[Collected data]
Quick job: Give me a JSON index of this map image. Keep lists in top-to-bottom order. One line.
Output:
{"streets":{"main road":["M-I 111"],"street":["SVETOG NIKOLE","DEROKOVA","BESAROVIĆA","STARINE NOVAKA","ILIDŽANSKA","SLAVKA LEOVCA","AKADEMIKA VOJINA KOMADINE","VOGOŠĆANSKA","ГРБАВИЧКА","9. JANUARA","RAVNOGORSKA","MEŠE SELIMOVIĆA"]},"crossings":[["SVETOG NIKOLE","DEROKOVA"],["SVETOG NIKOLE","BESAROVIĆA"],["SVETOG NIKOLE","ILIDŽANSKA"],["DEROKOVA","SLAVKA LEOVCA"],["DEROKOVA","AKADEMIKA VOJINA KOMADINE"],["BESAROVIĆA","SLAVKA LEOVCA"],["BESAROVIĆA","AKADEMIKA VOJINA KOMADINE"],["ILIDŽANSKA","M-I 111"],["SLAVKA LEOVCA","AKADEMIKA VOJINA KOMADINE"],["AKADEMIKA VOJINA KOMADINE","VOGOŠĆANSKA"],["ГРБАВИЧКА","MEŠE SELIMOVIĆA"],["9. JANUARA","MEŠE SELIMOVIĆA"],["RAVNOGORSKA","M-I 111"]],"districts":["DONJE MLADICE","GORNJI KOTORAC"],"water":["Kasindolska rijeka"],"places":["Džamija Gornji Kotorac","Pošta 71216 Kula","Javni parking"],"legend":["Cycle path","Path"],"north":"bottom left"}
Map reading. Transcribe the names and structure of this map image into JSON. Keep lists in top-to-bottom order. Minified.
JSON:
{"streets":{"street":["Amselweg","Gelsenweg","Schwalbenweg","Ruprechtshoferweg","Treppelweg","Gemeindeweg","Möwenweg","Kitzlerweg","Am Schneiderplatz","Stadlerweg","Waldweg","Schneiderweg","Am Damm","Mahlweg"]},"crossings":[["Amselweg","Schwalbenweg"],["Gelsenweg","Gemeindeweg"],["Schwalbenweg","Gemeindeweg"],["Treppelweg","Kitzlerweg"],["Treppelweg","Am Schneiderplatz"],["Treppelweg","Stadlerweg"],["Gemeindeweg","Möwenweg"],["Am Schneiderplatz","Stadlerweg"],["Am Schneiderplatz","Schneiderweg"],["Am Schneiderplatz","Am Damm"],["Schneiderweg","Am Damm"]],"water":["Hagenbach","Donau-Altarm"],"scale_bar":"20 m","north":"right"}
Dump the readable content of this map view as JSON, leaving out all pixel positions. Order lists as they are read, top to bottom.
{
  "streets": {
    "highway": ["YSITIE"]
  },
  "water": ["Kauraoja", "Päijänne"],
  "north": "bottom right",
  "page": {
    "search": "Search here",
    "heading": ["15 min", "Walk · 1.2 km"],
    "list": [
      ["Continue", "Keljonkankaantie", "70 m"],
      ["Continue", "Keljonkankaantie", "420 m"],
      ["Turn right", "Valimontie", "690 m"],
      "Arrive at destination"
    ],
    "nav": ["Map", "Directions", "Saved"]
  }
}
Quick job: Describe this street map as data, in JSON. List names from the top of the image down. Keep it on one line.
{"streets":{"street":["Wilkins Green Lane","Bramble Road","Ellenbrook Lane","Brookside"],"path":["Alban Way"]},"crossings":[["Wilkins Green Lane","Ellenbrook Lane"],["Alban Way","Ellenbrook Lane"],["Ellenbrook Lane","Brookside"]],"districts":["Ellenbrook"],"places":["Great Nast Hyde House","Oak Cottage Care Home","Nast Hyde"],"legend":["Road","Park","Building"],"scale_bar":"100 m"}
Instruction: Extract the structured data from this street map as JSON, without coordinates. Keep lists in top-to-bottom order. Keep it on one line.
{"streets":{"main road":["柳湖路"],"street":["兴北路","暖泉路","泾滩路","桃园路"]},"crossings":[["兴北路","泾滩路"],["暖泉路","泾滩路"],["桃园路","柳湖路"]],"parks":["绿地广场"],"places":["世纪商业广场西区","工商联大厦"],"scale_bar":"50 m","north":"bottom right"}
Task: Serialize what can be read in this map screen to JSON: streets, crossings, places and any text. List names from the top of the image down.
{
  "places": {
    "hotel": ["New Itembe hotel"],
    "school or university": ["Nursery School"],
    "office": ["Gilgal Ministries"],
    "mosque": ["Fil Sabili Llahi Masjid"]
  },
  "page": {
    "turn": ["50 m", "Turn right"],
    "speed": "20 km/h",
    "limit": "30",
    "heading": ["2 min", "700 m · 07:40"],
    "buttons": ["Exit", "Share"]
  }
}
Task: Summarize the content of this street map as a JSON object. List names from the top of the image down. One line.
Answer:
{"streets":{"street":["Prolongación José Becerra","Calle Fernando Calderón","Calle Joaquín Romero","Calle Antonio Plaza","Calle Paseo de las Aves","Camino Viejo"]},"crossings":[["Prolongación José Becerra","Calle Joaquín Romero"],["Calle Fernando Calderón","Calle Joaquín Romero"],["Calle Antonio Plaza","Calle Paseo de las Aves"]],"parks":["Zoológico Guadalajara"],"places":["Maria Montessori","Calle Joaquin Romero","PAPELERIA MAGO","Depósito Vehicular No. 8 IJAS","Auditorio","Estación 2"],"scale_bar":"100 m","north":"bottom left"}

--- WORK REQUIRED ---
All of the data above should be transcribed exactly.

--- EXERCISE OUTPUT ---
Quick job: Give me a JSON index of this map image. Keep lists in top-to-bottom order. One line.
Output:
{"streets":{"main road":["M-I 111"],"street":["SVETOG NIKOLE","DEROKOVA","BESAROVIĆA","STARINE NOVAKA","ILIDŽANSKA","SLAVKA LEOVCA","AKADEMIKA VOJINA KOMADINE","VOGOŠĆANSKA","ГРБАВИЧКА","9. JANUARA","RAVNOGORSKA","MEŠE SELIMOVIĆA"]},"crossings":[["SVETOG NIKOLE","DEROKOVA"],["SVETOG NIKOLE","BESAROVIĆA"],["SVETOG NIKOLE","ILIDŽANSKA"],["DEROKOVA","SLAVKA LEOVCA"],["DEROKOVA","AKADEMIKA VOJINA KOMADINE"],["BESAROVIĆA","SLAVKA LEOVCA"],["BESAROVIĆA","AKADEMIKA VOJINA KOMADINE"],["ILIDŽANSKA","M-I 111"],["SLAVKA LEOVCA","AKADEMIKA VOJINA KOMADINE"],["AKADEMIKA VOJINA KOMADINE","VOGOŠĆANSKA"],["ГРБАВИЧКА","MEŠE SELIMOVIĆA"],["9. JANUARA","MEŠE SELIMOVIĆA"],["RAVNOGORSKA","M-I 111"]],"districts":["DONJE MLADICE","GORNJI KOTORAC"],"water":["Kasindolska rijeka"],"places":["Džamija Gornji Kotorac","Pošta 71216 Kula","Javni parking"],"legend":["Cycle path","Path"],"north":"bottom left"}
Map reading. Transcribe the names and structure of this map image into JSON. Keep lists in top-to-bottom order. Minified.
JSON:
{"streets":{"street":["Amselweg","Gelsenweg","Schwalbenweg","Ruprechtshoferweg","Treppelweg","Gemeindeweg","Möwenweg","Kitzlerweg","Am Schneiderplatz","Stadlerweg","Waldweg","Schneiderweg","Am Damm","Mahlweg"]},"crossings":[["Amselweg","Schwalbenweg"],["Gelsenweg","Gemeindeweg"],["Schwalbenweg","Gemeindeweg"],["Treppelweg","Kitzlerweg"],["Treppelweg","Am Schneiderplatz"],["Treppelweg","Stadlerweg"],["Gemeindeweg","Möwenweg"],["Am Schneiderplatz","Stadlerweg"],["Am Schneiderplatz","Schneiderweg"],["Am Schneiderplatz","Am Damm"],["Schneiderweg","Am Damm"]],"water":["Hagenbach","Donau-Altarm"],"scale_bar":"20 m","north":"right"}
Dump the readable content of this map view as JSON, leaving out all pixel positions. Order lists as they are read, top to bottom.
{
  "streets": {
    "highway": ["YSITIE"]
  },
  "water": ["Kauraoja", "Päijänne"],
  "north": "bottom right",
  "page": {
    "search": "Search here",
    "heading": ["15 min", "Walk · 1.2 km"],
    "list": [
      ["Continue", "Keljonkankaantie", "70 m"],
      ["Continue", "Keljonkankaantie", "420 m"],
      ["Turn right", "Valimontie", "690 m"],
      "Arrive at destination"
    ],
    "nav": ["Map", "Directions", "Saved"]
  }
}
Quick job: Describe this street map as data, in JSON. List names from the top of the image down. Keep it on one line.
{"streets":{"street":["Wilkins Green Lane","Bramble Road","Ellenbrook Lane","Brookside"],"path":["Alban Way"]},"crossings":[["Wilkins Green Lane","Ellenbrook Lane"],["Alban Way","Ellenbrook Lane"],["Ellenbrook Lane","Brookside"]],"districts":["Ellenbrook"],"places":["Great Nast Hyde House","Oak Cottage Care Home","Nast Hyde"],"legend":["Road","Park","Building"],"scale_bar":"100 m"}
Instruction: Extract the structured data from this street map as JSON, without coordinates. Keep lists in top-to-bottom order. Keep it on one line.
{"streets":{"main road":["柳湖路"],"street":["兴北路","暖泉路","泾滩路","桃园路"]},"crossings":[["兴北路","泾滩路"],["暖泉路","泾滩路"],["桃园路","柳湖路"]],"parks":["绿地广场"],"places":["世纪商业广场西区","工商联大厦"],"scale_bar":"50 m","north":"bottom right"}
Task: Serialize what can be read in this map screen to JSON: streets, crossings, places and any text. List names from the top of the image down.
{
  "places": {
    "hotel": ["New Itembe hotel"],
    "school or university": ["Nursery School"],
    "office": ["Gilgal Ministries"],
    "mosque": ["Fil Sabili Llahi Masjid"]
  },
  "page": {
    "turn": ["50 m", "Turn right"],
    "speed": "20 km/h",
    "limit": "30",
    "heading": ["2 min", "700 m · 07:40"],
    "buttons": ["Exit", "Share"]
  }
}
Task: Summarize the content of this street map as a JSON object. List names from the top of the image down. One line.
Answer:
{"streets":{"street":["Prolongación José Becerra","Calle Fernando Calderón","Calle Joaquín Romero","Calle Antonio Plaza","Calle Paseo de las Aves","Camino Viejo"]},"crossings":[["Prolongación José Becerra","Calle Joaquín Romero"],["Calle Fernando Calderón","Calle Joaquín Romero"],["Calle Antonio Plaza","Calle Paseo de las Aves"]],"parks":["Zoológico Guadalajara"],"places":["Maria Montessori","Calle Joaquin Romero","PAPELERIA MAGO","Depósito Vehicular No. 8 IJAS","Auditorio","Estación 2"],"scale_bar":"100 m","north":"bottom left"}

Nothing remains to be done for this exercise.